> **Records for this exercise**
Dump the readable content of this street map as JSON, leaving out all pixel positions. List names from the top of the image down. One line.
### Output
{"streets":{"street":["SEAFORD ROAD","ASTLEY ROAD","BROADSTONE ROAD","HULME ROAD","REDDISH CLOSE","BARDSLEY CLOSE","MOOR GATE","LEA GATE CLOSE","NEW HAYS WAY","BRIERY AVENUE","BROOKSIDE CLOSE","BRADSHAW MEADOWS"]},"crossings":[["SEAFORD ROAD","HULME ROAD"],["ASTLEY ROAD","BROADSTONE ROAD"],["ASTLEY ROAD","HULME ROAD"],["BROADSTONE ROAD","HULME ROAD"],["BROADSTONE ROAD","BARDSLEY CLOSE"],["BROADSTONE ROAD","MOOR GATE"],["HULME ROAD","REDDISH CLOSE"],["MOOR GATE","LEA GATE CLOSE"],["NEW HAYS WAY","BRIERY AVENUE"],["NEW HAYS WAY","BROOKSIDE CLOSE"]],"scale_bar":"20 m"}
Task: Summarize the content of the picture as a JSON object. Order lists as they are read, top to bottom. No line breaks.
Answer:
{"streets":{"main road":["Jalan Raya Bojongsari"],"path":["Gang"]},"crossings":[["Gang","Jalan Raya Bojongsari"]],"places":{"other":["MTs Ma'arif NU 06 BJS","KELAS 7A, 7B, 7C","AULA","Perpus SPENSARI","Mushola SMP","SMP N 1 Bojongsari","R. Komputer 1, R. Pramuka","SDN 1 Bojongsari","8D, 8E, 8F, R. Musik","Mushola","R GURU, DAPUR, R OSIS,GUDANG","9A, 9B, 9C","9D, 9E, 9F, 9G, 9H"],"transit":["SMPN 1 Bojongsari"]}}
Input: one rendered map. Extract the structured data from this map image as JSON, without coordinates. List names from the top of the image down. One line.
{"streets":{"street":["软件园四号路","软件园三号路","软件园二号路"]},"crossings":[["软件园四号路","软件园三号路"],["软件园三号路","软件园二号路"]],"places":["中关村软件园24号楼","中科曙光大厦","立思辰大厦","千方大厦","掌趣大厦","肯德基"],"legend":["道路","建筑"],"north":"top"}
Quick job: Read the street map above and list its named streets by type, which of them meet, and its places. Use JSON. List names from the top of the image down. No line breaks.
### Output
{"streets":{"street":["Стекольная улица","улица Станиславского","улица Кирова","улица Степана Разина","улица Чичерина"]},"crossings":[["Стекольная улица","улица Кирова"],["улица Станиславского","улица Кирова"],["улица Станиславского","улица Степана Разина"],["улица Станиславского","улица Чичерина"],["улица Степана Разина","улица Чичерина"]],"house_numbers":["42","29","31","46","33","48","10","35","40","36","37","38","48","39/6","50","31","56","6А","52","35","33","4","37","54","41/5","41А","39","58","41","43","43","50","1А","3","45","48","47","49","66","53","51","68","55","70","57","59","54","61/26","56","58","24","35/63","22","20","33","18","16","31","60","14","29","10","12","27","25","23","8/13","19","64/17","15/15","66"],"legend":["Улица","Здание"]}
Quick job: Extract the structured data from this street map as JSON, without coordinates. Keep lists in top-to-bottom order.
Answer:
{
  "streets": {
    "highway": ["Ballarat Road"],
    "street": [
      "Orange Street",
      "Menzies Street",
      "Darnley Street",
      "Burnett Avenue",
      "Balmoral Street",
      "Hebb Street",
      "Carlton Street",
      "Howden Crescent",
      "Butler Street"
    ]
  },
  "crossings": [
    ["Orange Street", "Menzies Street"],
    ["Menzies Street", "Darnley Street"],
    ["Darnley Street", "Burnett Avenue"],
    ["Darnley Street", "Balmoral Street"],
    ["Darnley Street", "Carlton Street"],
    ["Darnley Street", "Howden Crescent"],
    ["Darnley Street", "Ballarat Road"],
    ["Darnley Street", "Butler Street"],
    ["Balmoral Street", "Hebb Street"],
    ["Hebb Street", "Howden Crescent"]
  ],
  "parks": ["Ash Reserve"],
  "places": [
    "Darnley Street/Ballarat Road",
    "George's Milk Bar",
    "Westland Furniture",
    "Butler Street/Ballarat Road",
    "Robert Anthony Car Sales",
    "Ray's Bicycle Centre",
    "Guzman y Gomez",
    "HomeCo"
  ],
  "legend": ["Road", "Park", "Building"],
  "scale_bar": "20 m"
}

> **What is expected**
Report every line containing the string "bottom" in the material.

> **Result for this task**
Task: Summarize the content of the picture as a JSON object. Order lists as they are read, top to bottom. No line breaks.
Quick job: Extract the structured data from this street map as JSON, without coordinates. Keep lists in top-to-bottom order.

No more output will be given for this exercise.